The rule would then be to never use properties (to avoid confusing users about what to expect) and use attributes only for (non-STL-container) public data members.
I think I’d rather allow conversions when setting properties than have a setter method that behaves differently from setting the property. Maybe the easiest thing to do would be to not use properties at all when there is an overloaded setter (which might make us reconsider having one in some places).
I definitely think that it’s ok to have a property that can be to any instance of a class hierarchy.
+1. I wouldn’t be opposed to saying in addition that it should be a constant-time operation for anything that behaves like a container.
I think “STL container type” here is just one specific case of the more generic problem of returning copies that are mutable objects. If a getter returns a copy, we should not have a property for it unless that copy is or can be made immutable OR it returns a view. For example, if a method returns a std::vector, which normally translates to a Python list, we can make the property turn that list into a tuple, making it impossible to modify in-place. Python has a built-in type that provides an immutable view to a dict that is weirdly not available except in the Python C API, but we might be able to use that to do something similar for std::map/dict returns if we feel the need. Getters that return ndarray or most afw::image types by value are also safe under this rule because those objects are views. This rule would unfortunately rule out properties for Point, Extent, and Box objects, at least for now; eventually I’d like to consider making those immutable, or providing immutable versions of them we could use for properties.
This is also tied to the question of when a C++ getter that returns by reference should return a copy in Python. Here, I think the rules should be:
If the getter returns a Python builtin (e.g. numeric types or strings), it must return a copy.
If there is a C++ getter that returns a non-const reference or pointer (regardless of whether there is also a const one), the Python getter should return a non-const reference, not a copy.
If there is only a C++ getter that returns a const reference or pointer, the Python getter should return a copy unless there is a clear negative performance impact from making the copy and we can’t work around it some other way (and in that case the danger of modifying the result should be very prominently documented).
[quote=“jbosch, post:3, topic:1566”]
If a getter returns a copy, we should not have a property for it unless that copy is or can be made immutable OR it returns a view. … This rule would unfortunately rule out properties forPoint,Extent, andBox objects, at least for now[/quote]
Can you clarify what the problem is? The obvious properties for a Point would be the elements, which are always of primitive type; I would think that using properties to both get and set them would be safe.
Ah, sorry, I didn’t mean properties for Point itself - those would indeed be safe - I meant other objects defining properties that returned a Point (because then someone could do thing.point.x = 4 and it would be a confusing no-op).
but thing.getPoint().setX(4) wouldn’t be a no-op?
That would be a no-op as well, and while that’s somewhat problematic (and perhaps another reason we want more immutable objects in general), I think there’s less of a user expectation that it sets thing's x coordinate than with a property. That may just be my own perception
getPoint() in Python returns a copy of the Point from thing and not the actual object held by thing?

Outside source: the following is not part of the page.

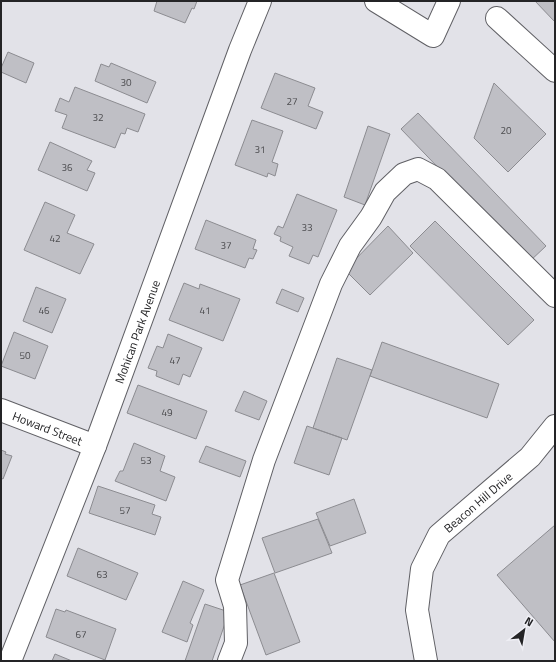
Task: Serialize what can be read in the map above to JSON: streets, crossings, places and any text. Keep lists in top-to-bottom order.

Sorry, yes. I’m assuming getPoint returns a copy or something computed on-the-fly. In the case where the internal point is returned as a non-const object, there’s no problem.
As another example, what is the expected behavior of calexp.getCalib().setFluxMag0(10), and what would be the equivalent via properties? The above makes sense in terms of things we probably want to be immutable anyway, but I’m not entirely clear on how otherwise mutable objects should behave.
I’m trying to understand how calexp.getCalib().setFluxMag0(10) is not identical to calexp.calib.flux_mag0 = 10. Isn’t it the same code underneath except using @property?
It’s definitely the same code underneath in this case (more on that later). As it stands right now, Calib is a mutable object (otherwise it wouldn’t have setFluxMag0), and it’s returned via a non-const shared_ptr, so everything would just work, either with or without the property: it would set the Calib held by the Exposure, with no copies involved.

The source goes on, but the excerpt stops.